For all the men and women out there in standard monogamous relationships, engagements, and marriages: if this desire and practice is not addressed holistically and honestly, then there’s a very good chance that masturbation and its inherent other-lover fantasies can build a barrier of enmity, unbalance, distance, and maybe even separation. Many a relationship has been strained, if not permanently damaged, by pornography use and abuse; and like all excessive practices and habits in life, it can be damaging to the body and mind. But there is an subconscious emotional connection a person develops to their pornographic experience, and it’s manifested in the pleasure one feels by participating in masturbation.

Since the beginning of time, people have masturbated and self-satisfied their body parts in a countless variety of ways.

Before the internet arrived, traditional mainstream religions in society did a fantastically thorough job of instilling unfathomable amounts of guilt, stigma, degradation, and remorse in anyone who was engaging in pre-marital sex, admitting to lustful desires, or practising natural masturbation. But no matter how many god-fearing threats of going blind, growing hairy palms, or becoming a pariah were decreed by “pure” saints, nuns and pastors, and any other puritanical authority figure in society: the orgasms NEVER stopped coming. Masturbatory images have been documented as far back as the Tantric temples of India and beyond. And in the last century, videotapes and magazines became multi-billion dollar businesses and ushered in the VCR/home video era of the 1980’s and 90’s. And then, the internet happened. Pornography jumped from Playboy and Penthouse to online websites and video channels… and the world never experienced sex the same way ever again.

Why do so many men, women, trans, and other people, look at so much fucking internet pornography every day now? There are many reasons we could delve into, but one of them I’d like to contribute is not the typical thought. Check it:

“In Tantra, a person can become enlightened just by gazing at the yoni. There are tantric rituals in which a person gazes at but does not touch the yoni.” – sexual healer Mike Lousada, Vagina: A New Biography by Naomi Wolf

What if we were all subconsciously practising a form of goddess worship when we masturbate, regardless of the website we were receiving our cherished gift of sexual creativity from. Could it be that we’re hard-wired to desire watching many others humans achieve the ecstacy of orgasmic union, no matter how severely the shame police have charged us with a spiritual crime against humanity? Is the endless possibility of sexual pseudo-connections given to a voyeuristic worshipper one of the main reasons why Christianity frowns upon people watching other people fuck their way to paradise on planet earth? I believe it is so very possible.

If nobody in this world ever told you that sex, masturbation, or lust was bad or evil or wrong, and one day in your life, you accidentally discovered that you could give yourself an orgasm by gently playing with your genitalia, what would you do? Probably just keep playing with yourself, and with others, a whole lot more! Why would you ever stop if you KNEW it was genuinely good for you?
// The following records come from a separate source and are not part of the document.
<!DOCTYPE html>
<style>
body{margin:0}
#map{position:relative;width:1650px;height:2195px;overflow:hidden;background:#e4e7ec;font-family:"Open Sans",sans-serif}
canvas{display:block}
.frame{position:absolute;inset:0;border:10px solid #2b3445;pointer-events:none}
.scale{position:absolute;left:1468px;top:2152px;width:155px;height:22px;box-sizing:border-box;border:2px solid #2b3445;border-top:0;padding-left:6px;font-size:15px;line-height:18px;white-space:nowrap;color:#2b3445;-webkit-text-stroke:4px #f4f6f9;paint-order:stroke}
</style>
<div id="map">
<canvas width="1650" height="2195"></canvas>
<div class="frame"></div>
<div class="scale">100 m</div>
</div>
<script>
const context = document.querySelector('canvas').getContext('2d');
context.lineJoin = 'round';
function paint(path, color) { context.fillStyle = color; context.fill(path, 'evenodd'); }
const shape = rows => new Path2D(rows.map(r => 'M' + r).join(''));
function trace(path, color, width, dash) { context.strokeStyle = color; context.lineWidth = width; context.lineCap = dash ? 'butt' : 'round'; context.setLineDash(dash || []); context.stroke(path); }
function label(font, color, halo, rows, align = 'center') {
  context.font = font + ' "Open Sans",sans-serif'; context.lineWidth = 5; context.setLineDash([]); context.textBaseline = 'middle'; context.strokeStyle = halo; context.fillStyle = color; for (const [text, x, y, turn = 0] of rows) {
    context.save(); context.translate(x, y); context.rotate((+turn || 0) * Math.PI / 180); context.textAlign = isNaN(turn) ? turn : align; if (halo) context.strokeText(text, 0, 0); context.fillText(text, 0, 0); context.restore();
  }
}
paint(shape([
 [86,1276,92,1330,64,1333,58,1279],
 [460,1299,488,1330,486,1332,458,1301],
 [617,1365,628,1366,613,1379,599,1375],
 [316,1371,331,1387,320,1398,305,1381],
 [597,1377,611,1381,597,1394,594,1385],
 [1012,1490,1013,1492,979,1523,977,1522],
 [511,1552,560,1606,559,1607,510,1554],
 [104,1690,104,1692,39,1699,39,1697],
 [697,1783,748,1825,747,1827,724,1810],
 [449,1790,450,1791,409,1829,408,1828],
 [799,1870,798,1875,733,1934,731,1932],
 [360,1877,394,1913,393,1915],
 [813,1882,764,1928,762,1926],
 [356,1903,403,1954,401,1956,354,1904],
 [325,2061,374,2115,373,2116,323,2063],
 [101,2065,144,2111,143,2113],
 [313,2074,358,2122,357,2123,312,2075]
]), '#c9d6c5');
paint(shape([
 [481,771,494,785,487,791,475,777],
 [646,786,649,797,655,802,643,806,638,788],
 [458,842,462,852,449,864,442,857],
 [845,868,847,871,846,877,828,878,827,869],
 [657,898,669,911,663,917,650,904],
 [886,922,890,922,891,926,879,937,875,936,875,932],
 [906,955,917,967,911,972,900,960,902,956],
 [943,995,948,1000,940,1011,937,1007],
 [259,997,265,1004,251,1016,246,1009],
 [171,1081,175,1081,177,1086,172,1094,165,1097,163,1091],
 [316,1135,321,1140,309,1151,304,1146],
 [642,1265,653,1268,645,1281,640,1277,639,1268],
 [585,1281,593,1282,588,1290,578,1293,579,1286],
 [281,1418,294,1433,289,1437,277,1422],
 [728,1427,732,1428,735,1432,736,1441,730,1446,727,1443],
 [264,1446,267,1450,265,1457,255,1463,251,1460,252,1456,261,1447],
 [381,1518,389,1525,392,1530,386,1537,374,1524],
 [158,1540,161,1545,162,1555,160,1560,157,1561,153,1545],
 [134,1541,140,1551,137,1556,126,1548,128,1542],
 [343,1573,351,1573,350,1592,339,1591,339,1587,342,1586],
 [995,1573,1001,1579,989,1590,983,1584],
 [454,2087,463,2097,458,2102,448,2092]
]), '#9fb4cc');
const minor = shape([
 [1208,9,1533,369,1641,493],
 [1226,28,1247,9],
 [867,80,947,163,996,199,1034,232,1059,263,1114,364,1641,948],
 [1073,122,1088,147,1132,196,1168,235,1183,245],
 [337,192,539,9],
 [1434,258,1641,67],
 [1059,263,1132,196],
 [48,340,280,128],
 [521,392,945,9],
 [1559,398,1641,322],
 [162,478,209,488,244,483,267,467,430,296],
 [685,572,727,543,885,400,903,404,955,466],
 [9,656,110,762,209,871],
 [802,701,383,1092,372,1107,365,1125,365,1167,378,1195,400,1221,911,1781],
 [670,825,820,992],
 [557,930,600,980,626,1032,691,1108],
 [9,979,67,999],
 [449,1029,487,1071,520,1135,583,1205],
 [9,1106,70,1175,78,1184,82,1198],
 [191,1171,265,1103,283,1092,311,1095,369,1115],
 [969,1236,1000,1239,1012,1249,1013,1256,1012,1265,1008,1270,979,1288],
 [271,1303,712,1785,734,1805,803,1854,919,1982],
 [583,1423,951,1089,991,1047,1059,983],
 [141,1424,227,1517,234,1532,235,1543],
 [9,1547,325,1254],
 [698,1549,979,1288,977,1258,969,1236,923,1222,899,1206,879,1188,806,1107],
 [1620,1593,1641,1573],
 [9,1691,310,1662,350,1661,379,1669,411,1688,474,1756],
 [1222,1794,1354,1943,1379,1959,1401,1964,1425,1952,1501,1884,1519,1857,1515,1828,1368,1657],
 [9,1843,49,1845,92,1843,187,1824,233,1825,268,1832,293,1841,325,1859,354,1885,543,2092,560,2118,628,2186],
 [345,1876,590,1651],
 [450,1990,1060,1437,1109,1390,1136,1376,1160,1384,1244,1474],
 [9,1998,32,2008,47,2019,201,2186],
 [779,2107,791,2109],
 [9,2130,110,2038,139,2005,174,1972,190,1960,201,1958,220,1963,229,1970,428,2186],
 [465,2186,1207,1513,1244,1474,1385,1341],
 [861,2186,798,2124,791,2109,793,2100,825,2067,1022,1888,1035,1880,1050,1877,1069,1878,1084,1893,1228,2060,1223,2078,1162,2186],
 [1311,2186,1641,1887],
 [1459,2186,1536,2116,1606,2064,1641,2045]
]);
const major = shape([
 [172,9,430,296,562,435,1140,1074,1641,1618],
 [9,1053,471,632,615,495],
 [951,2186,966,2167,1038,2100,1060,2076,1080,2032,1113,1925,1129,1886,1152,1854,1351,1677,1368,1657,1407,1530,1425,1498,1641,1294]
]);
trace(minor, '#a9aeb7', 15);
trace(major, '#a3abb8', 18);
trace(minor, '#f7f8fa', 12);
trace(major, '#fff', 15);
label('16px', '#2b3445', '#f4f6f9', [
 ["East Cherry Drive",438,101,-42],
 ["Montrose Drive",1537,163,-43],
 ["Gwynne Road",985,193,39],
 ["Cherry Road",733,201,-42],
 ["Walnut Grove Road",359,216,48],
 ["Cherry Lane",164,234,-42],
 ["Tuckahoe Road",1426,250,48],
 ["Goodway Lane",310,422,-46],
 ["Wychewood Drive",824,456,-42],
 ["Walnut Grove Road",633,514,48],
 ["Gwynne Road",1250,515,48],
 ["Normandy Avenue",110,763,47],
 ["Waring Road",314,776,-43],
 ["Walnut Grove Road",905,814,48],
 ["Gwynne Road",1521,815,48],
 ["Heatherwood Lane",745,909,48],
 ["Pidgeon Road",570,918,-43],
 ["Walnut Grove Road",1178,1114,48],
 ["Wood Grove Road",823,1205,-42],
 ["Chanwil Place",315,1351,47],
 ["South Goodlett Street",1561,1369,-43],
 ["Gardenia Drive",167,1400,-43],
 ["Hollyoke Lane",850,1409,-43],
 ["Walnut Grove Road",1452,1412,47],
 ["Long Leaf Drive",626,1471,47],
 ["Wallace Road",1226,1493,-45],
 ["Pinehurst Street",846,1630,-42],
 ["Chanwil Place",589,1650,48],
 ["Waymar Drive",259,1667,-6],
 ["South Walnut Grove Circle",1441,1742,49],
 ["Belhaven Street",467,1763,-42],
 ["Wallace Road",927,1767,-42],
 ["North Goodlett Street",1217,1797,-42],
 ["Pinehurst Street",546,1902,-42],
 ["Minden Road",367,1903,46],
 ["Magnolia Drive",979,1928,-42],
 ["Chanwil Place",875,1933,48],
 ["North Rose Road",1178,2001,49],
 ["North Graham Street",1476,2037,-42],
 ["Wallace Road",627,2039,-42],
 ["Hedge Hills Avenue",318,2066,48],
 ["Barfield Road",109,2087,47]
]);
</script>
What if instead of someone telling you that sex is a sin (even though it was the act of your parents having sex that gave you life in the first place), someone told you that sex is the most sacred way to worship the deepest truths in someone you want to make love to in life?

If someone taught you that sex was a holy act of mind, body and soul communion, and that experiencing shameless joy was the eternal truth and goal in love, lust, desire, pornography, nudity, ejaculation and masturbation: what would it be like the next time you had sex?

It would probably feel like heaven… or some place even better.